GLS 2008 Day 2 Session 3: Games & Incivility

Sympathy for the Griefer: MOOrape, Lulz Cubes, & Other Lessons From the First 2 Decades of Online Sociopathy
Jullian Dibbell

Jullian Dibbel

Jullian Dibbel gave a warning that his talk about griefers is NSFW. But he did say that he toned it down right before the presentation.  “Griefer” goes back to “spoil-sport,” someone who shatters the “magic circle” (AKA the bounded game world), whereas a cheater is someone who is still within the magic circle.

He then described Mr._Bungles in LambdaMOO, moving on to organized griefing in Habbo Hotel, Second Life, etc. that are anti-furry or whatever. Watch his videos when available… really hard to explain by text. LULZ.

There an insanely hyper-developed culture of memes on sites like Something Awful, 4chan, 7chan, and Encyclopedia Dramatica. Embedded in these memes is a kind of ideology which a sociopath doesn’t have, so calling griefers sociopaths is slightly wrong. They do it for the LULZ and to remind us that the Internet is not all serious business.

The magic circle is porous and ever-changing and can’t really be drawn to exclude griefers since they deliberately play with the magic circle.

But are griefers always bad? Actually, they can do some really important work, like go after the Scientologists or generally keep society in check.

Don’t Hate the Player, Hate the Game: The Racialization of Labor in World of Warcraft
Lisa Nakamura

Lisa Nakamura

Lisa (a Reedie!) first played a clip from the WoW South Park episode. In it they denigrate Koreans. Koreans don’t count as people to socialize with. So, WoW is a transnational game but not really a transnational game.

She then described how racial profiling happens in WoW, where players figure out whether other players are Chinese gold farmers from broken English or repetitive killing of mobs.

Lisa then played for us the Ni Hao video.

Holy crap. There is so much stuff in Lisa’s talk. Players are discriminating against others who “act” Chinese, not people who actually are Chinese. Those people are those who haven’t properly assimilated to WoW culture. It’s ironic that selling gold, acting Chinese, is bad, but being American–many, many of whom buy gold–is perfectly fine. (and of course, neo-liberal stances hide behind cultural non-assimilation arguments to say they aren’t racist)

While it is possible to hide your offscreen race while playing WoW, lots of effort goes into outing Chinese farmers.

Avatarial capital. More research needs to be done with avatarial capital. Avatars are much more than a few bytes of data. But most research focuses on leisure players, not farmers who may not value their avatars the same way.

Part of the problem with player-workers is that they are not allowed to possess their own avatars.

If we’re going to argue that MMOs are important; we have to be accountable for the bad stuff, too–the racialization and profiling that can occur (that will occur in any medium).
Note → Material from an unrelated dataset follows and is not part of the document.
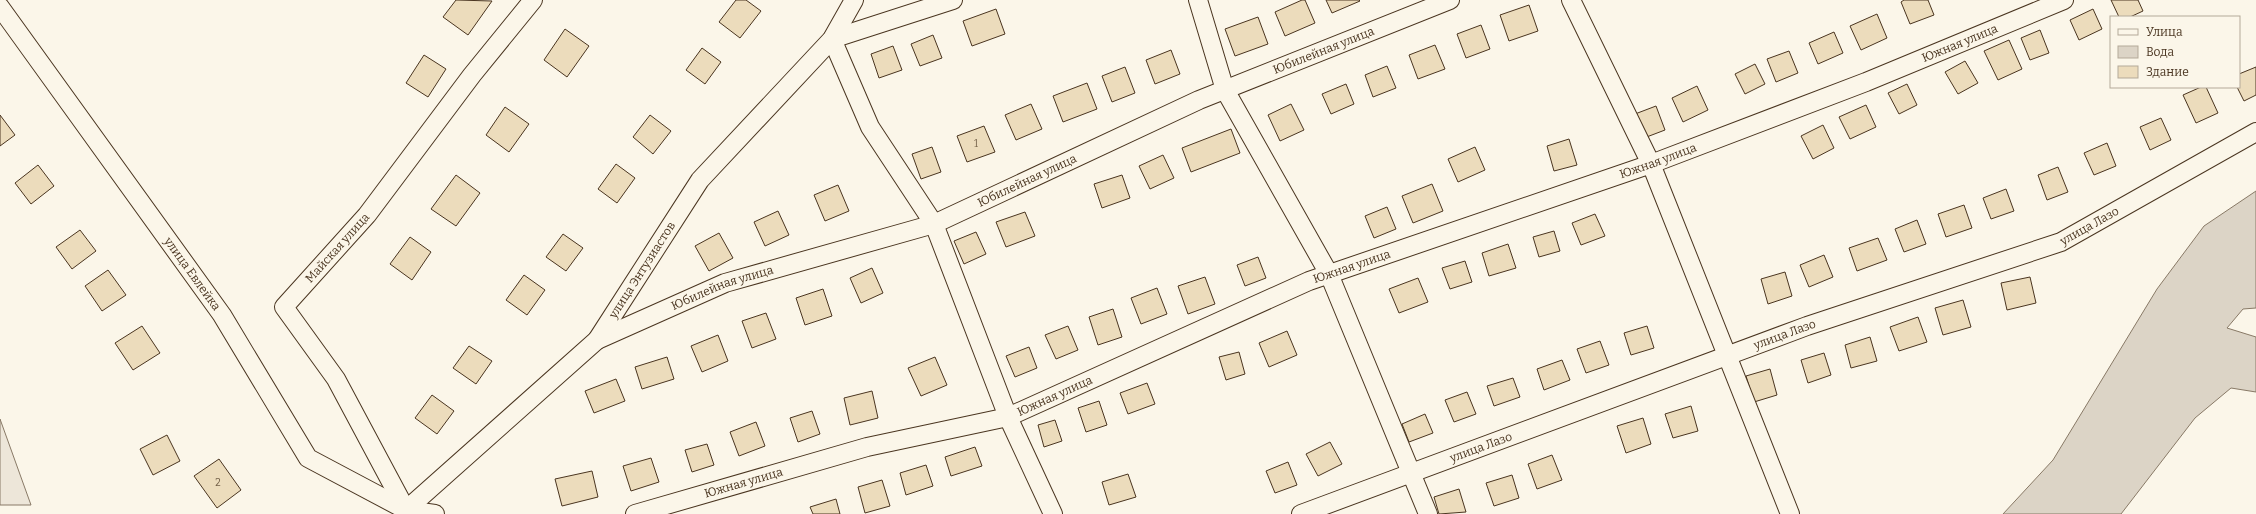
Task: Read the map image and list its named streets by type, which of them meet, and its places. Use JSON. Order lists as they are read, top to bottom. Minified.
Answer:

The Temptation of Virtual Misanthropy: User Exploration in Virtual Environments
Edd Schneider, D. Hu

Edd Schneider

What if you put someone in GTA 3 and told them that they were a police officer or a medic or something. How long could a player be in the GTA 3 environment (without the idea that they are meant to be bad) before going down the path of evil?

Technical difficulties…. 🙂

Do you let people just play with a new world or do you give them some instruction first?
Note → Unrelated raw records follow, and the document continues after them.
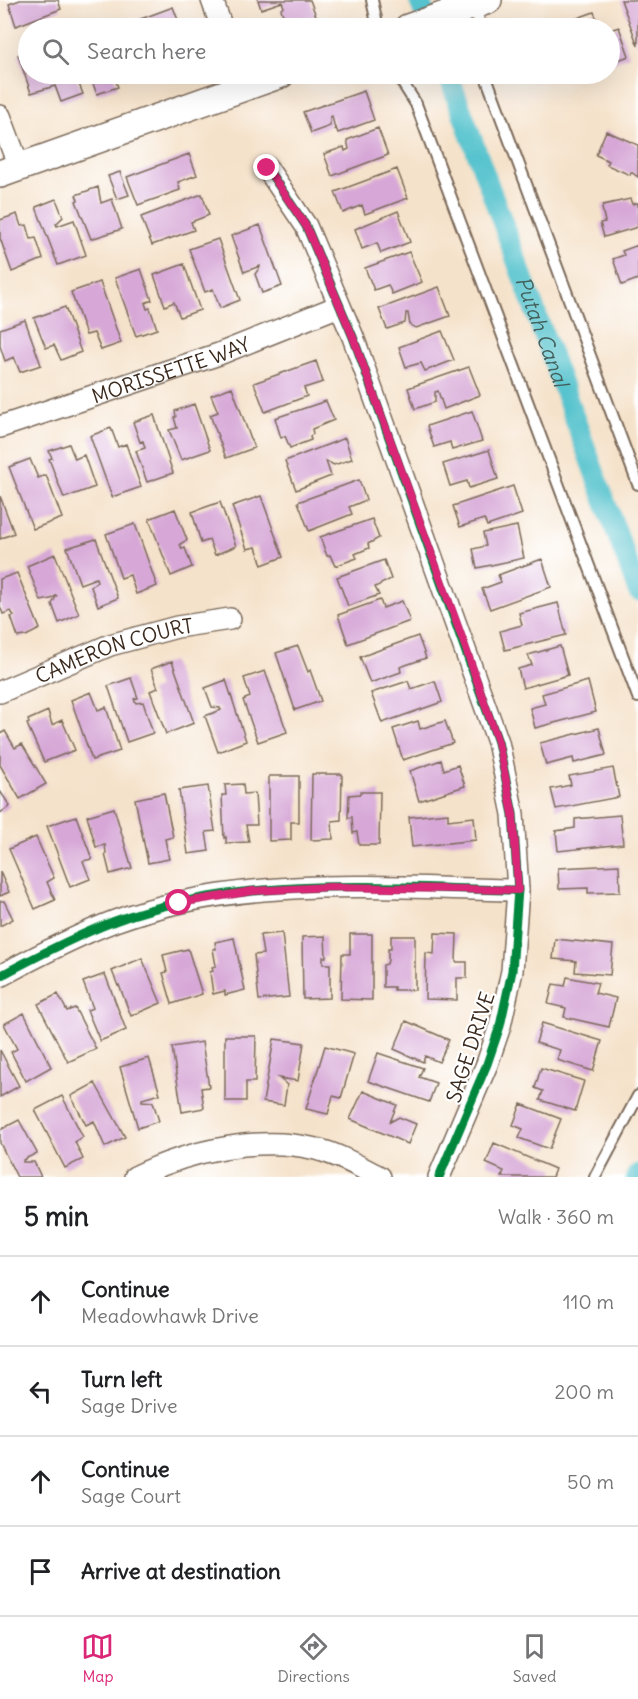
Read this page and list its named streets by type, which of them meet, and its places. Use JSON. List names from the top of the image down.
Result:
{
  "streets": {
    "street": ["MORISSETTE WAY", "CAMERON COURT", "SAGE DRIVE"]
  },
  "crossings": [
    ["MORISSETTE WAY", "SAGE DRIVE"]
  ],
  "water": ["Putah Canal"],
  "page": {
    "search": "Search here",
    "heading": ["5 min", "Walk · 360 m"],
    "list": [
      ["Continue", "Meadowhawk Drive", "110 m"],
      ["Turn left", "Sage Drive", "200 m"],
      ["Continue", "Sage Court", "50 m"],
      "Arrive at destination"
    ],
    "nav": ["Map", "Directions", "Saved"]
  }
}
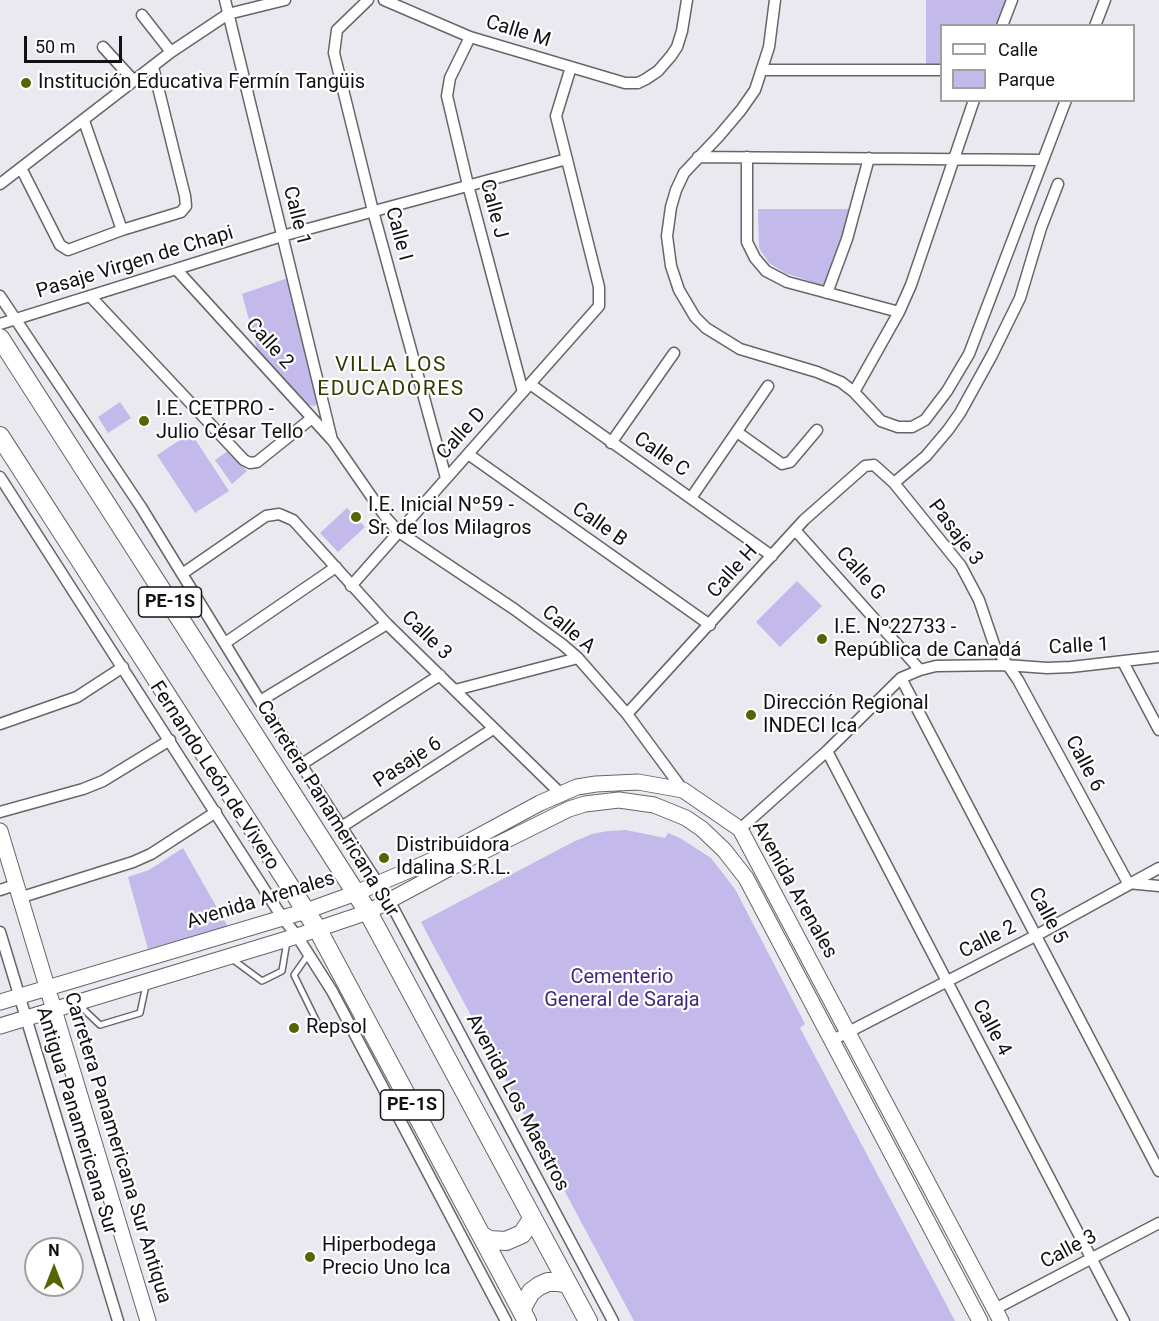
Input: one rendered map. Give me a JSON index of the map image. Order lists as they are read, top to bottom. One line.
{"streets":{"highway":["PE-1S","Carretera Panamericana Sur"],"street":["Calle M","Calle J","Calle 1","Calle I","Pasaje Virgen de Chapi","Calle 2","Calle D","Calle C","Calle B","Pasaje 3","Calle H","Calle G","Calle A","Calle 3","Pasaje 6","Calle 6","Fernando León de Vivero","Avenida Arenales","Calle 5","Calle 4","Avenida Los Maestros","Antigua Panamericana Sur","Carretera Panamericana Sur Antiqua"]},"crossings":[["Calle M","Calle J"],["Calle J","Pasaje Virgen de Chapi"],["Calle J","Calle D"],["Calle J","Calle C"],["Calle 1","Pasaje Virgen de Chapi"],["Calle 1","Calle 2"],["Calle 1","Pasaje 3"],["Calle 1","Calle G"],["Calle 1","Calle 6"],["Calle 1","Avenida Arenales"],["Calle 1","Calle 5"],["Calle 1","Calle 4"],["Calle I","Pasaje Virgen de Chapi"],["Calle I","Calle D"],["Pasaje Virgen de Chapi","Calle 2"],["Pasaje Virgen de Chapi","Calle D"],["Pasaje Virgen de Chapi","Carretera Panamericana Sur"],["Calle 2","Calle D"],["Calle 2","Calle A"],["Calle 2","Calle 6"],["Calle 2","Avenida Arenales"],["Calle 2","Calle 5"],["Calle 2","Calle 4"],["Calle D","Calle C"],["Calle D","Calle B"],["Calle D","Calle A"],["Calle D","Calle 3"],["Calle C","Calle H"],["Calle B","Calle H"],["Pasaje 3","Calle H"],["Pasaje 3","Calle 6"],["Calle H","Calle G"],["Calle H","Calle A"],["PE-1S","Avenida Arenales"],["Calle A","Avenida Arenales"],["Calle 3","Pasaje 6"],["Calle 3","Carretera Panamericana Sur"],["Calle 3","Avenida Arenales"],["Calle 3","Calle 4"],["Pasaje 6","Carretera Panamericana Sur"],["Fernando León de Vivero","Avenida Arenales"],["Carretera Panamericana Sur","Avenida Arenales"],["Carretera Panamericana Sur","Avenida Los Maestros"],["Avenida Arenales","Avenida Los Maestros"],["Avenida Arenales","Antigua Panamericana Sur"],["Avenida Arenales","Carretera Panamericana Sur Antiqua"]],"districts":["VILLA LOS EDUCADORES"],"parks":["Cementerio General de Saraja"],"places":["Institución Educativa Fermín Tangüis","I.E. CETPRO - Julio César Tello","I.E. Inicial Nº59 - Sr. de los Milagros","I.E. Nº22733 - República de Canadá","Dirección Regional INDECI Ica","Distribuidora Idalina S.R.L.","Repsol","Hiperbodega Precio Uno Ica"],"legend":["Calle","Parque"],"scale_bar":"50 m","north":"top"}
Edd described a study where they put users in GTA 3 for the first time, calling it a fire fighting game.

They recorded first vehicular homicides, first murders with a hand weapon, etc. How long it took before players started doing these transgressive acts. Whether they actually fought fires, etc.

Awesome graphs. People who read instructions tended to not kill very much, whereas those who don’t read instructions couldn’t go a minute without shooting someone. Men killed more than women, were not on task. Gamers killed more and were also not on task.

Takeaway: know your audience. Allow people the option to follow tutorials.